- EXERCISE REQUIREMENTS -
What you output must be the exact lines from the first line of the data through the one holding "2px #a5b7af) drop-shadow(0", with no pictures.

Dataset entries
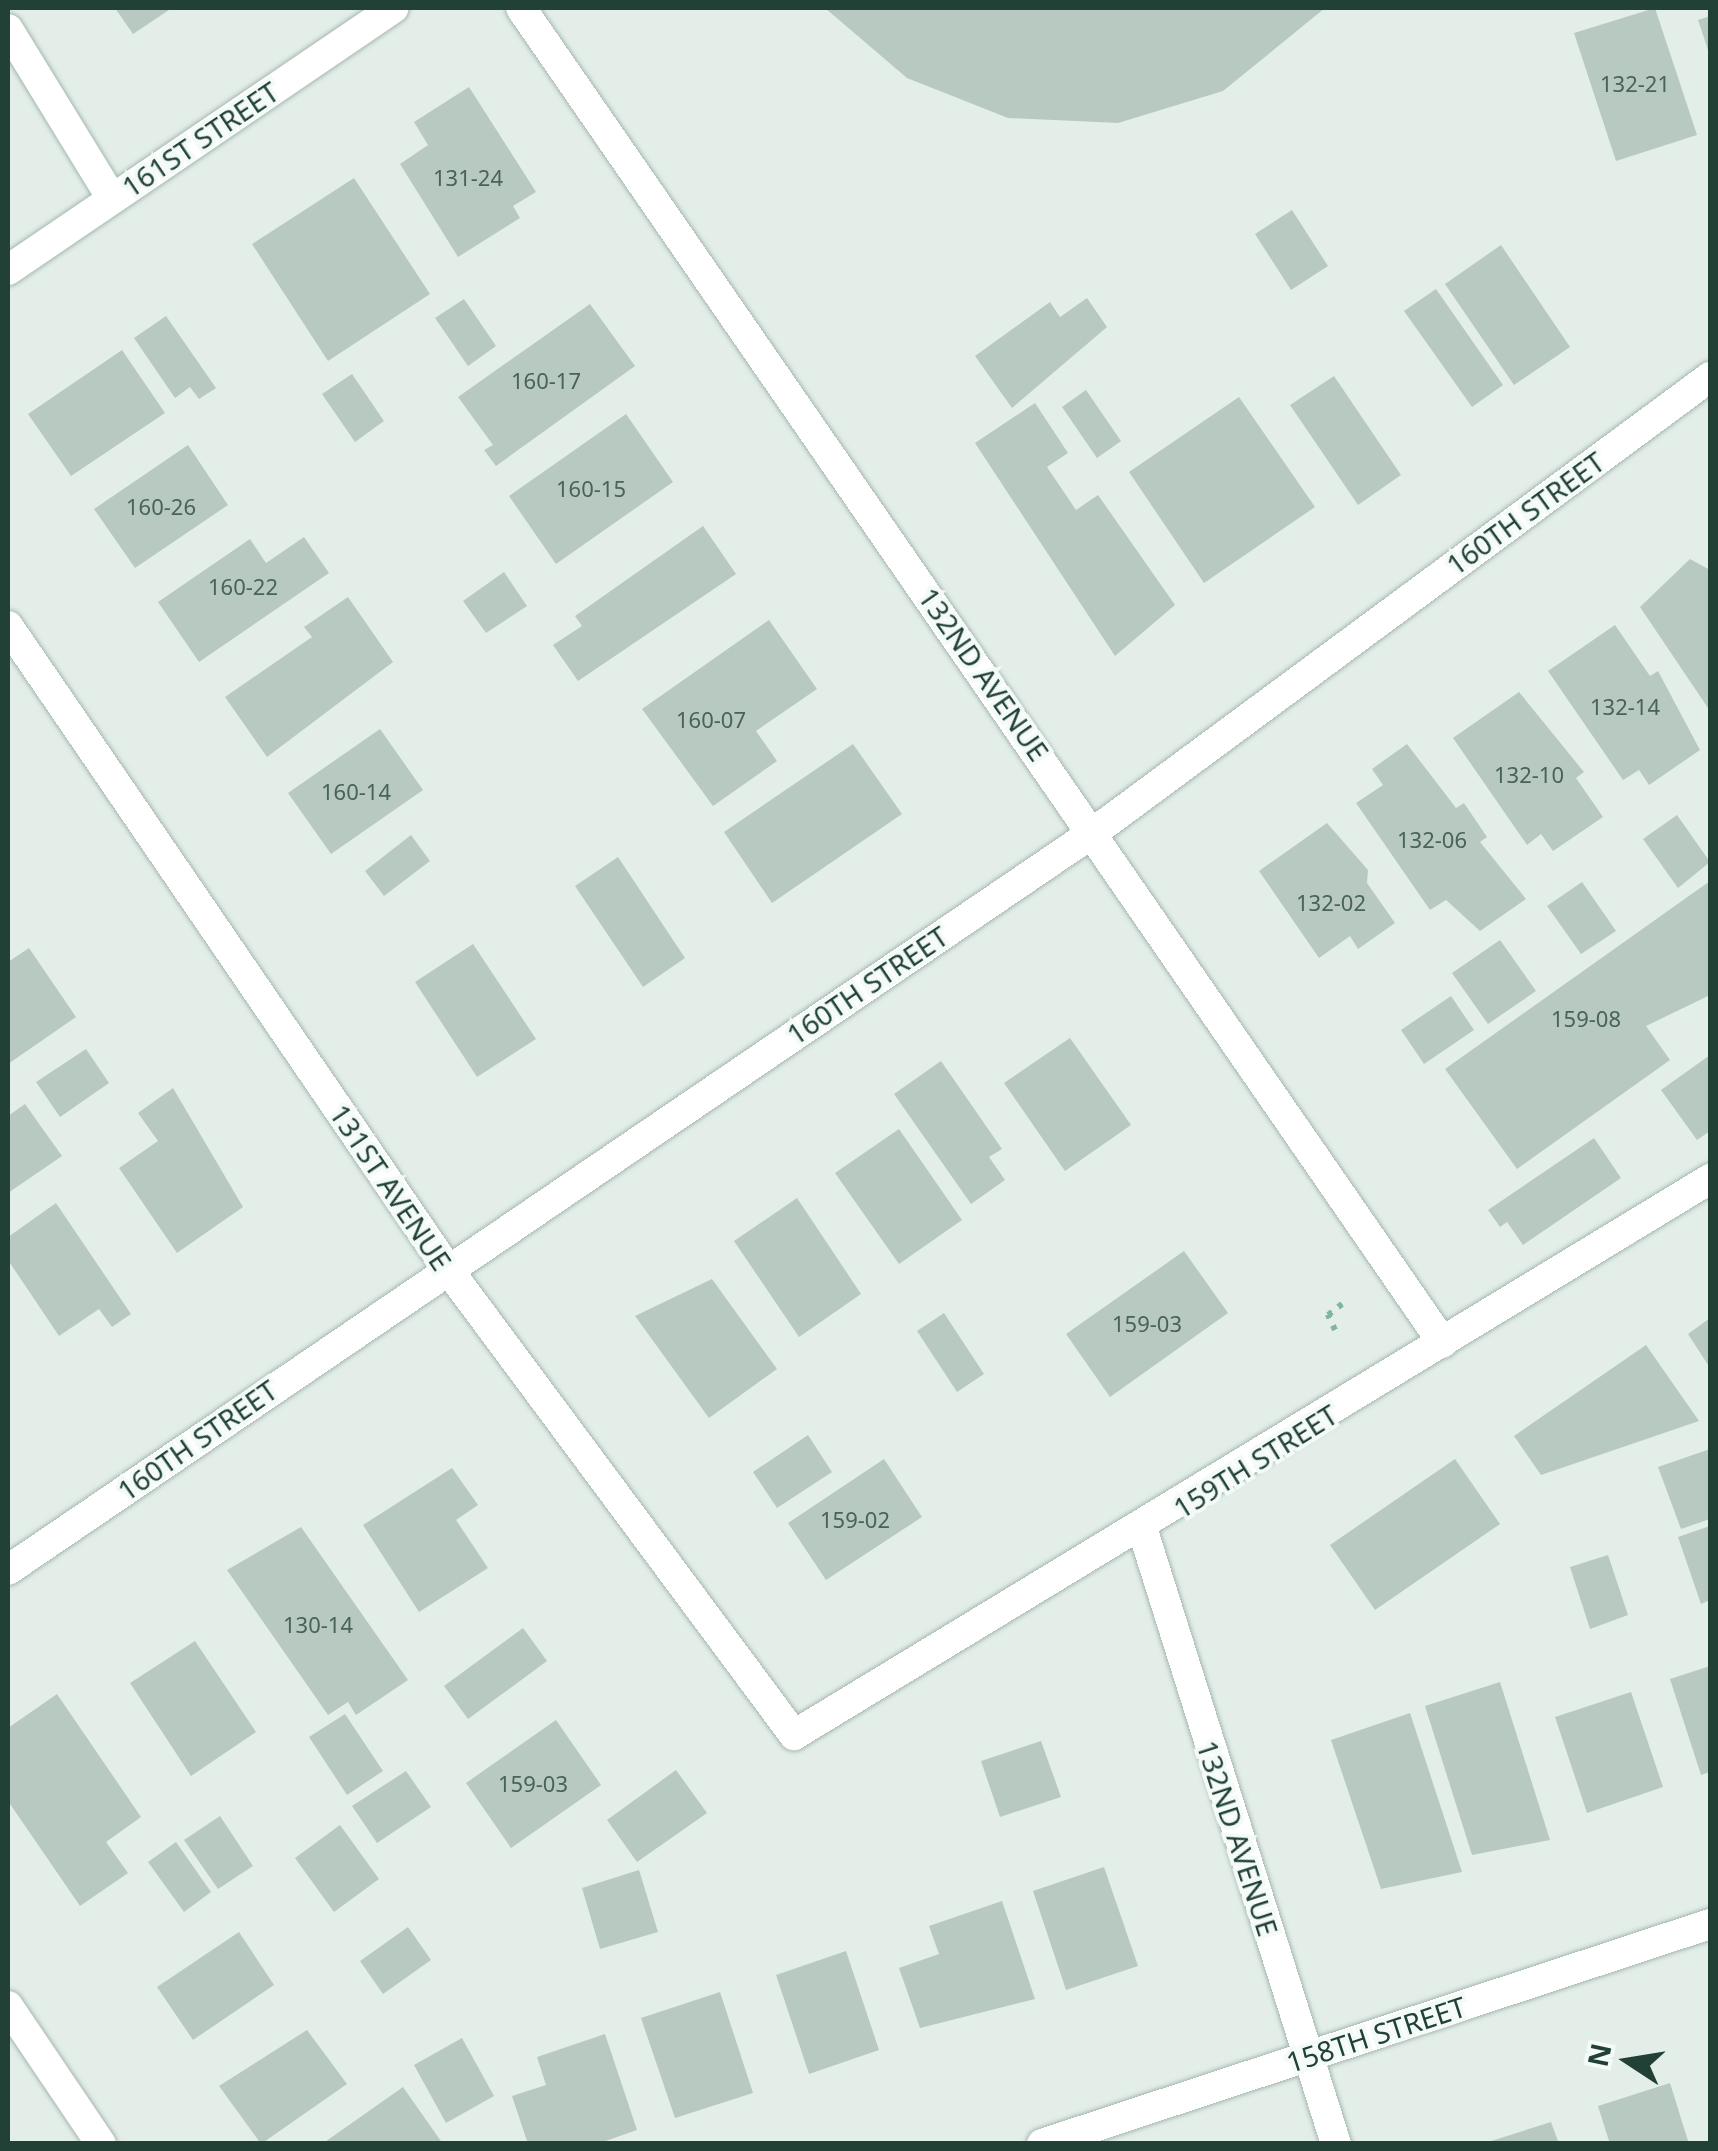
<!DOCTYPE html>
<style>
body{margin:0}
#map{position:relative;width:1718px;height:2151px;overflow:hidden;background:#e3eee8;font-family:"Noto Sans",sans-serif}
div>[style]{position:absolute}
.building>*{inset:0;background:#b8c9c1}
.path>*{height:6px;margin-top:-3px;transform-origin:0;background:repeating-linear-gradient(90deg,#81b4a2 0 5px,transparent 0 13px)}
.roads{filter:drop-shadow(0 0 2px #a5b7af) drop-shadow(0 0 2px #a5b7af)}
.minor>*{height:30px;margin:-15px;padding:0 15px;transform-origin:15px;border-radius:15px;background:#fff}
span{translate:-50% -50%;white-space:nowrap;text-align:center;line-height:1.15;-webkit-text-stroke:8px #f4faf7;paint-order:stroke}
.number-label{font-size:22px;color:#47635a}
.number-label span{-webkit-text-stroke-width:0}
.street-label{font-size:28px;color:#214137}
.frame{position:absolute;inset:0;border:10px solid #214137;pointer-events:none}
.north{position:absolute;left:1578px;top:2011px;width:100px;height:100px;-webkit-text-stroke:8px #f4faf7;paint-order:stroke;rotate:282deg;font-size:28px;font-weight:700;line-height:40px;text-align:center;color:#214137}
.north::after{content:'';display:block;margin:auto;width:35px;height:45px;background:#214137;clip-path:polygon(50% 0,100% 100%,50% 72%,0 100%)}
</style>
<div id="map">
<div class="building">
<i style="clip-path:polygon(115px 8px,172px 8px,133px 34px)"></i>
<i style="clip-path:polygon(825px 8px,1325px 8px,1223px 91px,1118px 123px,1008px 118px,907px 78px)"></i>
<i style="clip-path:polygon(1655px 8px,1697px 135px,1616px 161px,1574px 33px)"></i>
<i style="clip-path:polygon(1710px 16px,1710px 56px,1698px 20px)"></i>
<i style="clip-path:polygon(469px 87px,536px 192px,513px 206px,520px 218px,458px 257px,400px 164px,428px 145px,414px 122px)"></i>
<i style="clip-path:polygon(354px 178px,430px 294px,328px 361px,252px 244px)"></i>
<i style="clip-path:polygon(1292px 210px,1328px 266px,1291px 290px,1255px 234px)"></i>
<i style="clip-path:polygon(1501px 245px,1570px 347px,1514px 385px,1445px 284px)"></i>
<i style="clip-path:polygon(1436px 289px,1503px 385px,1472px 407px,1404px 311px)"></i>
<i style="clip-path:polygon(1087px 298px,1107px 327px,1012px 408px,975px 356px,1050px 302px,1060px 317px)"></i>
<i style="clip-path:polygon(464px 299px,496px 346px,468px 366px,435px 318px)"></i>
<i style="clip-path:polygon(590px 304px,635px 366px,496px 466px,484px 450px,493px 445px,458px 397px)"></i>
<i style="clip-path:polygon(166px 316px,216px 388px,199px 399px,190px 387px,175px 398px,134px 338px)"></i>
<i style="clip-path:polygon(122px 350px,165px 413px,71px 476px,28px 414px)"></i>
<i style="clip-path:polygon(352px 374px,384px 421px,355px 442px,322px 394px)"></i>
<i style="clip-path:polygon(1334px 376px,1401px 475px,1358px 505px,1290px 405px)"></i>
<i style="clip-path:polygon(1086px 390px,1121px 441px,1097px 458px,1062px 407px)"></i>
<i style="clip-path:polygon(1239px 397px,1315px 507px,1204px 583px,1129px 472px)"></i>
<i style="clip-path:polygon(1035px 403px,1068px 453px,1047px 467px,1076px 510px,1098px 495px,1175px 605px,1115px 656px,975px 443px)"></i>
<i style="clip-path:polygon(626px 414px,673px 482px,556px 564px,509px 496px)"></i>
<i style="clip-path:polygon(188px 445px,228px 505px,135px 568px,94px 509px)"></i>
<i style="clip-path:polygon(703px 526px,736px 574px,578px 681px,553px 645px,582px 626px,575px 616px)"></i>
<i style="clip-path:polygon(304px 537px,329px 573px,199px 662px,158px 602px,250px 539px,266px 563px)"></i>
<i style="clip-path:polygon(1690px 559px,1710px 570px,1710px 711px,1640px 607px)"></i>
<i style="clip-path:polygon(504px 572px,527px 606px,486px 633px,463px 601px)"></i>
<i style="clip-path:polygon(348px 597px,393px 662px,267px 757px,225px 697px,312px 637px,304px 627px)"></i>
<i style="clip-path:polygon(769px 620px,817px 689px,756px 731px,777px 761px,713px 806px,642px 709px)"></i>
<i style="clip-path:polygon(1615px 625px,1650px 676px,1658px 671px,1700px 750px,1649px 785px,1639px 770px,1623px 780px,1548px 671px)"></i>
<i style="clip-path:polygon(1519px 692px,1584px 772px,1576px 778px,1603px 817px,1553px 851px,1541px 834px,1527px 845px,1453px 738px)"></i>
<i style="clip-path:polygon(380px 729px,423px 790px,331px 854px,288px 793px)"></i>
<i style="clip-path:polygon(853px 744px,902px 814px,772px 903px,724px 832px)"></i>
<i style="clip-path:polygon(1407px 744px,1456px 808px,1464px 803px,1487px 837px,1480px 842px,1526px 899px,1480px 931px,1446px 900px,1430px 910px,1356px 803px,1383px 785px,1372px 769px)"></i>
<i style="clip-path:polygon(1677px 815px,1710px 862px,1678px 888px,1643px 839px)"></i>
<i style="clip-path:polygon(1327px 823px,1368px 870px,1367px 883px,1395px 923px,1358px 949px,1350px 936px,1319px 958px,1259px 871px)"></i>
<i style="clip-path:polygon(411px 835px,430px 861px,384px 896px,365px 871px)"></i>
<i style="clip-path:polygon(618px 857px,685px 958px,643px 987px,575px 886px)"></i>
<i style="clip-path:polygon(1710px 881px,1710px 995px,1646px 1026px,1670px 1060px,1517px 1169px,1445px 1069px)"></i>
<i style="clip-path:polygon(1582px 882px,1616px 931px,1581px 954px,1547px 906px)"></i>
<i style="clip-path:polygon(1500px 940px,1536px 991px,1488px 1024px,1452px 973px)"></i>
<i style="clip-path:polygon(473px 944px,536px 1039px,477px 1077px,415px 982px)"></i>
<i style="clip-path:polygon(29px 948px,76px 1017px,8px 1064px,8px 962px)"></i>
<i style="clip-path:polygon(1451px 996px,1474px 1030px,1424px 1064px,1401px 1030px)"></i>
<i style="clip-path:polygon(1070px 1038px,1131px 1125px,1065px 1171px,1004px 1083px)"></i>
<i style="clip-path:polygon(86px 1049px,109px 1083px,60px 1117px,36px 1082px)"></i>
<i style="clip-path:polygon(1710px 1055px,1710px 1131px,1697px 1140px,1661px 1090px)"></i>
<i style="clip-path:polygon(941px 1061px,1002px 1149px,989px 1157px,1005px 1180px,971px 1204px,894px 1094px)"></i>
<i style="clip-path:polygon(173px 1088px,243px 1207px,177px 1253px,119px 1168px,158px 1141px,138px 1113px)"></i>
<i style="clip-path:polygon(25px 1104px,62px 1156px,8px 1193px,8px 1116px)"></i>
<i style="clip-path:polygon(899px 1129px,962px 1220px,899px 1264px,835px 1173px)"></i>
<i style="clip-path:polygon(1594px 1138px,1621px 1178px,1523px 1245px,1507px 1222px,1500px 1227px,1488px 1210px)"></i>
<i style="clip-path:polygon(797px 1198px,861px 1294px,799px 1337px,734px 1241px)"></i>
<i style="clip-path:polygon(56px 1203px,131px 1314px,112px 1327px,99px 1309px,59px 1336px,8px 1260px,8px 1237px)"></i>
<i style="clip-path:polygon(1184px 1251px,1228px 1313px,1110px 1397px,1066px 1334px)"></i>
<i style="clip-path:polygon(712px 1279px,777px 1369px,709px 1418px,635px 1316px)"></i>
<i style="clip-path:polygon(944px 1313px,984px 1374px,957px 1392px,917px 1331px)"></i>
<i style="clip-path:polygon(1710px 1318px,1710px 1368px,1688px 1334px)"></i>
<i style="clip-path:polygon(1646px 1345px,1699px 1421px,1541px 1475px,1514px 1436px)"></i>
<i style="clip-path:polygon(808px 1435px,832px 1472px,777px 1508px,753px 1472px)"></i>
<i style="clip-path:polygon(1710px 1449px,1710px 1519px,1681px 1529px,1658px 1467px)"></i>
<i style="clip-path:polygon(884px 1459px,922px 1517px,826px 1580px,788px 1523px)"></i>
<i style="clip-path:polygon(1455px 1459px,1500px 1524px,1375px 1610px,1330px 1545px)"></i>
<i style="clip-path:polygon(452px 1468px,478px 1505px,456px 1520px,488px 1568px,419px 1612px,363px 1525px)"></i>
<i style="clip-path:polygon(1710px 1526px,1710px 1600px,1701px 1604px,1678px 1537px)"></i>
<i style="clip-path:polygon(301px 1527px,408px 1680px,356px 1715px,348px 1702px,328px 1715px,227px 1570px)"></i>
<i style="clip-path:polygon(1608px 1555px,1628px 1615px,1590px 1629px,1570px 1567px)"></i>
<i style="clip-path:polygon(523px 1628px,547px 1661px,468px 1719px,444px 1686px)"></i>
<i style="clip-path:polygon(195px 1641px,256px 1732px,191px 1776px,130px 1683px)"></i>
<i style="clip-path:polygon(1710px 1666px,1710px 1772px,1701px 1775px,1670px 1679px)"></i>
<i style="clip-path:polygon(1500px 1682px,1550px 1840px,1472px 1855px,1425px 1706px)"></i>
<i style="clip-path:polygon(1631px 1692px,1663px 1787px,1587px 1813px,1555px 1717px)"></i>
<i style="clip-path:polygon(57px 1694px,141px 1817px,106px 1842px,128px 1873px,80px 1906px,8px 1801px,8px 1728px)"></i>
<i style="clip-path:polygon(1410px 1713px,1462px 1872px,1381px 1889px,1331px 1740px)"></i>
<i style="clip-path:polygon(345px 1714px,383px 1771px,347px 1795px,309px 1737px)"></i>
<i style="clip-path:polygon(556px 1720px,601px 1785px,511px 1848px,466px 1783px)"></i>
<i style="clip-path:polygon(1041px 1741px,1061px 1797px,1000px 1817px,981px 1761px)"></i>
<i style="clip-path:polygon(676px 1770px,707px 1813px,637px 1862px,607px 1820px)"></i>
<i style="clip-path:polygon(406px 1771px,431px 1807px,377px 1843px,352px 1806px)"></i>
<i style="clip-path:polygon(220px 1816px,253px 1866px,218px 1889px,184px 1840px)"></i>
<i style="clip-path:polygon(340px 1825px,379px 1879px,334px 1912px,295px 1858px)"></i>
<i style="clip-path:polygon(176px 1842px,211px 1892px,184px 1912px,148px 1862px)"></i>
<i style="clip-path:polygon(1104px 1867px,1138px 1966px,1066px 1990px,1033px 1891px)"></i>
<i style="clip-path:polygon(639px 1870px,658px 1932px,600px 1949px,582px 1888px)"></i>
<i style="clip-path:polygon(1002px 1901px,1035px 1999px,920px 2028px,899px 1968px,939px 1954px,929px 1926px)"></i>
<i style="clip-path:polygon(408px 1927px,431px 1960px,383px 1994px,360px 1961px)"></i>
<i style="clip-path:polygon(239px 1932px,274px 1985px,193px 2040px,157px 1987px)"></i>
<i style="clip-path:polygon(846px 1951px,879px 2050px,809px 2074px,776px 1975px)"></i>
<i style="clip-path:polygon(720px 1992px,753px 2093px,675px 2118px,641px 2018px)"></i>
<i style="clip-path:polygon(307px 2030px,347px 2084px,261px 2144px,219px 2086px)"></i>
<i style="clip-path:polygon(605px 2034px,637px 2130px,597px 2144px,528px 2144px,512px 2096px,546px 2085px,537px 2057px)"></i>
<i style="clip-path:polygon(462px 2038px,494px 2096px,446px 2123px,414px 2065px)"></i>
<i style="clip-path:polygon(1670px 2083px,1689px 2144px,1610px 2144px,1598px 2106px)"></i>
<i style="clip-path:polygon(403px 2087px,443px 2144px,322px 2144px)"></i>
<i style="clip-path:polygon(1551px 2122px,1559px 2144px,1485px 2144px,1485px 2143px)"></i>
</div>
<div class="path">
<i style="left:1335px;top:1330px;width:17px;rotate:-115deg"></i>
<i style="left:1328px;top:1315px;width:18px;rotate:-38deg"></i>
</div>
<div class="roads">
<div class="minor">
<i style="left:521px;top:8px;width:1622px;rotate:55.37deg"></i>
<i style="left:8px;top:29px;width:199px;rotate:58.5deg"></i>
<i style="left:8px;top:270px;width:466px;rotate:-34.2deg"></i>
<i style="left:8px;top:626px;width:778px;rotate:55.64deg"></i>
<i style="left:447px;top:1268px;width:582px;rotate:53.39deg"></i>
<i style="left:794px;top:1735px;width:1072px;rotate:-31.26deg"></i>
<i style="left:1143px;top:1531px;width:643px;rotate:72.52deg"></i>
<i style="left:8px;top:1570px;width:1313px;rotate:-34.2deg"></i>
<i style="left:1094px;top:832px;width:766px;rotate:-36.45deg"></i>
<i style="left:8px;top:2006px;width:166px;rotate:56deg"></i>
<i style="left:1042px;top:2144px;width:703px;rotate:-18.23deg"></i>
</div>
</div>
<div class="number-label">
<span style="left:1635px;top:84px">132-21</span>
<span style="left:468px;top:178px">131-24</span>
<span style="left:546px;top:381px">160-17</span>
<span style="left:591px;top:489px">160-15</span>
<span style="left:161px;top:507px">160-26</span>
<span style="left:243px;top:587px">160-22</span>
<span style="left:1625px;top:707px">132-14</span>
<span style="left:711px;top:720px">160-07</span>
<span style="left:1529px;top:775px">132-10</span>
<span style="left:356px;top:792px">160-14</span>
<span style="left:1432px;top:840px">132-06</span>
<span style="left:1331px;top:903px">132-02</span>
<span style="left:1586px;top:1019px">159-08</span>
<span style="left:1147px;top:1324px">159-03</span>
<span style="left:855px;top:1520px">159-02</span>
<span style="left:318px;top:1625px">130-14</span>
<span style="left:533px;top:1784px">159-03</span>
</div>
<div class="street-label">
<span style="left:200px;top:139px;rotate:-34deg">161ST STREET</span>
<span style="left:1525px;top:513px;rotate:-36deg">160TH STREET</span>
<span style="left:984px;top:674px;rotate:55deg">132ND AVENUE</span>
<span style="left:867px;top:985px;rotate:-34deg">160TH STREET</span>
<span style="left:391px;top:1187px;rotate:56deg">131ST AVENUE</span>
<span style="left:197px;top:1440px;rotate:-35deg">160TH STREET</span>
<span style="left:1255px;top:1461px;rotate:-32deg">159TH STREET</span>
<span style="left:1238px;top:1838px;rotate:72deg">132ND AVENUE</span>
<span style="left:1376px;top:2034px;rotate:-18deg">158TH STREET</span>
</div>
<div class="frame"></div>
<div class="north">N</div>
</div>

- ANSWER FOR THE TASK -
<!DOCTYPE html>
<style>
body{margin:0}
#map{position:relative;width:1718px;height:2151px;overflow:hidden;background:#e3eee8;font-family:"Noto Sans",sans-serif}
div>[style]{position:absolute}
.building>*{inset:0;background:#b8c9c1}
.path>*{height:6px;margin-top:-3px;transform-origin:0;background:repeating-linear-gradient(90deg,#81b4a2 0 5px,transparent 0 13px)}
.roads{filter:drop-shadow(0 0 2px #a5b7af) drop-shadow(0 0 2px #a5b7af)}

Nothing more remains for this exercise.